In Section 3.3 the model performance was evaluated and BPCs were determined for each of the two stake locations separately. Here we test the parameter transferability in space by applying the BPCs for SH11 to SH22 and vice versa. As the BPCs for the two points are different, the RMSD between model and measurements increases when the parameter values of the other stake location are used. The increase in RMSD compared to the results for the best runs is 4% (0.26 m) for SH11 and 10.3% (0.77 m) for SH22 over the entire period.

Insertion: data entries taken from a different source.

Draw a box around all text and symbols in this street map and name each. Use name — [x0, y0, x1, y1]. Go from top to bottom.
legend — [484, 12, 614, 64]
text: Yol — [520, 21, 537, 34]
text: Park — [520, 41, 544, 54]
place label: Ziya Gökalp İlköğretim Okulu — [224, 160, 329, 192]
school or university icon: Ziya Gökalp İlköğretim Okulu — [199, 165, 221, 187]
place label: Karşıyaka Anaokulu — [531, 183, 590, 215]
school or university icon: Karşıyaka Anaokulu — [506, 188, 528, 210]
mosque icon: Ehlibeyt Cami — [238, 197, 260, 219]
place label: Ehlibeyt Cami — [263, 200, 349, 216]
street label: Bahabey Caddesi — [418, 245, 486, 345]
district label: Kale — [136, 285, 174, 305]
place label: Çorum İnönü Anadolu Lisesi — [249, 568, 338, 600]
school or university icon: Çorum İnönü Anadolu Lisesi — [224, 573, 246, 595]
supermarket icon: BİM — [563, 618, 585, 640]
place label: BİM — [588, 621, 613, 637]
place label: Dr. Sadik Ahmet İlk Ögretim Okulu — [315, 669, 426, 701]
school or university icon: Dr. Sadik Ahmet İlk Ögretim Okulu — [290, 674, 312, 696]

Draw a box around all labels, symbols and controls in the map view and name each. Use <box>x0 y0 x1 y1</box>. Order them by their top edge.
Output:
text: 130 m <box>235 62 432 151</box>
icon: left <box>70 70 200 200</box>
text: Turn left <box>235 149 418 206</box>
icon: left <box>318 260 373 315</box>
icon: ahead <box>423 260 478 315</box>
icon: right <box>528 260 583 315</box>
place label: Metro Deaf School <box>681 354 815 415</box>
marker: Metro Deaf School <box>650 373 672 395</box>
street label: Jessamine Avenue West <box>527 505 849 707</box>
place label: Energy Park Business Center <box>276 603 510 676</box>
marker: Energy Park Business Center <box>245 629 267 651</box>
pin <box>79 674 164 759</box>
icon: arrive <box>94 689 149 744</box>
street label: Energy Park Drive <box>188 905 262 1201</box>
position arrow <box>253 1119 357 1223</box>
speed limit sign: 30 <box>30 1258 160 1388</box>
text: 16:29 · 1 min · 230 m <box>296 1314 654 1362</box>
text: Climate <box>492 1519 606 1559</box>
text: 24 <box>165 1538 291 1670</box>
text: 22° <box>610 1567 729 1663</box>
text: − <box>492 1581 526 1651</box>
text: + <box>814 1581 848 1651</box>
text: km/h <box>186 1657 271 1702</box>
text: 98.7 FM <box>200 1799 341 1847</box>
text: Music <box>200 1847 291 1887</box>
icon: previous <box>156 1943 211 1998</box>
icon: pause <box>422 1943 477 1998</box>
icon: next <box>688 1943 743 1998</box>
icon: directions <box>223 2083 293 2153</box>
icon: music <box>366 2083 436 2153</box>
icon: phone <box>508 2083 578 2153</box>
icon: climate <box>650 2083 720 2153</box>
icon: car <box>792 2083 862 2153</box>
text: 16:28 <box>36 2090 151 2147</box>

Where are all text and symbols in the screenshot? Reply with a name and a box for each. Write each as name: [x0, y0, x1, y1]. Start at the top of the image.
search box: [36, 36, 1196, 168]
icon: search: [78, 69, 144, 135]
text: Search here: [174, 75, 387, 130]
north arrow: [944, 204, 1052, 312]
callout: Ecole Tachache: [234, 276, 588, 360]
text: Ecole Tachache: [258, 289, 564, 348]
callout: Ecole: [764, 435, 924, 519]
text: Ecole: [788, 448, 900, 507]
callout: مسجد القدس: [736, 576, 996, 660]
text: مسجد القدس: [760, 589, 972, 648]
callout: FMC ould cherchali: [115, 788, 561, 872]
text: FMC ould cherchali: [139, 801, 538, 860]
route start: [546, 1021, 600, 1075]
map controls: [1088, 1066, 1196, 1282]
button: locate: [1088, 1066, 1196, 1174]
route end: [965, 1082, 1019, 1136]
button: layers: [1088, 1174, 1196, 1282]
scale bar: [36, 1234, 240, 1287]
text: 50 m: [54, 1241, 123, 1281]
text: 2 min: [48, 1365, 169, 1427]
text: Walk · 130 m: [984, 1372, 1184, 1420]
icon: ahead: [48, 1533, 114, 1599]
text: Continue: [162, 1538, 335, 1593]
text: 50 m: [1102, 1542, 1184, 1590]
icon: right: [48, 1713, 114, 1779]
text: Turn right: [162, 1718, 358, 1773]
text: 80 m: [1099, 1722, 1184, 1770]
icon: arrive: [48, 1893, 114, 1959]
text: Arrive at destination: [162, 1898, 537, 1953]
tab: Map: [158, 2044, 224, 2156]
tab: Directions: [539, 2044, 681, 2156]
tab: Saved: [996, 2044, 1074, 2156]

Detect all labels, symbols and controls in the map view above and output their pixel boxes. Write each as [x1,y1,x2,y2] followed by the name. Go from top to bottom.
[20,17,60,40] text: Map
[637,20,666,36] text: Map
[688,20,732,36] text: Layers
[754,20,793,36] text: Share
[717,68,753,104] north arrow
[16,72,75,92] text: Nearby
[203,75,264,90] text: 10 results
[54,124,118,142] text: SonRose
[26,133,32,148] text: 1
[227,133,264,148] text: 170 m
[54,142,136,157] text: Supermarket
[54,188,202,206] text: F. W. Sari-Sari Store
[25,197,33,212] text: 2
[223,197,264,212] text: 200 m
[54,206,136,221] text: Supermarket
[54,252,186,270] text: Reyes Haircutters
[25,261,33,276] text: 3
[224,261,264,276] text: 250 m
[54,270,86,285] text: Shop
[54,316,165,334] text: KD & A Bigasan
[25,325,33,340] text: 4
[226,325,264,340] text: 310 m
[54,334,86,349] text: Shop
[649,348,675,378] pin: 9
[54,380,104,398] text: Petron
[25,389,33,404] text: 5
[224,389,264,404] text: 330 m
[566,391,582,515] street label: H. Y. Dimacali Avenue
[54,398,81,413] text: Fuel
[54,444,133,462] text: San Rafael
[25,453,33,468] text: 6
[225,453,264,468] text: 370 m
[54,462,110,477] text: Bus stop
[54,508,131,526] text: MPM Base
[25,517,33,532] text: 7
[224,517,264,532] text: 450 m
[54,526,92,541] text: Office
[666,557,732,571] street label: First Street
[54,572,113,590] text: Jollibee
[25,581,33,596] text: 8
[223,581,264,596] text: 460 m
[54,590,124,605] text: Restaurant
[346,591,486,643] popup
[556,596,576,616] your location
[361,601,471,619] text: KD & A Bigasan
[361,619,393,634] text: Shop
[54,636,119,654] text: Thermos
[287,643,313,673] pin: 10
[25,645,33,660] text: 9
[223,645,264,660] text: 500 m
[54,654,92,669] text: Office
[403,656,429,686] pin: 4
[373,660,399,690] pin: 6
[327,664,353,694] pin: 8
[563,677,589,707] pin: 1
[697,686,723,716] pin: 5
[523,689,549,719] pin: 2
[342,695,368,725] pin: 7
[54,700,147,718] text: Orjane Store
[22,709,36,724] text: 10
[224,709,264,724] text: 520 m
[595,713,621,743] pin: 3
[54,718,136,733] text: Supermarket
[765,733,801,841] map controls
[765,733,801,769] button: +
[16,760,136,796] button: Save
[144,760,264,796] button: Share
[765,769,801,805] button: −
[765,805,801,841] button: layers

At location SH11 (Fig. 7a), when the best parameter combination for SH22 (BPCSH22) is used, the modeled surface evolution only deviates markedly from that modeled with BPCSH11 in the second year from interval 14, after which surface lowering is reduced until the middle of interval 18. This is due to the smaller albedo depth scale (P23) which keeps surface albedo higher for longer (e.g. Mölg and others, 2008) and therefore reduces the net shortwave energy receipts (Fig. 7c). Subsequently, surface lowering is reduced in both runs until the end of interval 19 and increases again toward the end of the study period. Figure 7c shows that net shortwave radiation controls the differences in melt energy between the two runs. The additional errors between measurement and model as a result of applying the transferred parameter combination (BPCSH22) instead of the best one (BPCSH11) are 5 mm ice eq. for year 1 and 735 mm ice eq. for year 2.

Fig. 7. (a. b) Modeled cumulative relative surface height change from 29 August 2006 to 27 August 2008 with best parameter combinations (BPCs) for each location at SH11 (a) and SH22 (b). Measured values are shown as black dots. Bars at the upper borders of the plots show calculated surface albedo for both runs at hourly time-steps (upper bar is for SH11 run, lower bar for SH22 run). (c, d) Cumulative differences in daily means of energy-balance terms (SWnet and LWnet are the net shortwave and net longwave radiation fluxes; the other abbreviations are explained in Section 2.2) for SH11 (c) and SH22 (d). In (c) the values calculated with BPCSH11 are subtracted from BPCSH22, and vice versa in (d).ΔSWin and ΔLWin are zero for all runs. For easier readability, ΔQ M is multiplied by −1 (since Q M in the energy balance is negative by sign convention).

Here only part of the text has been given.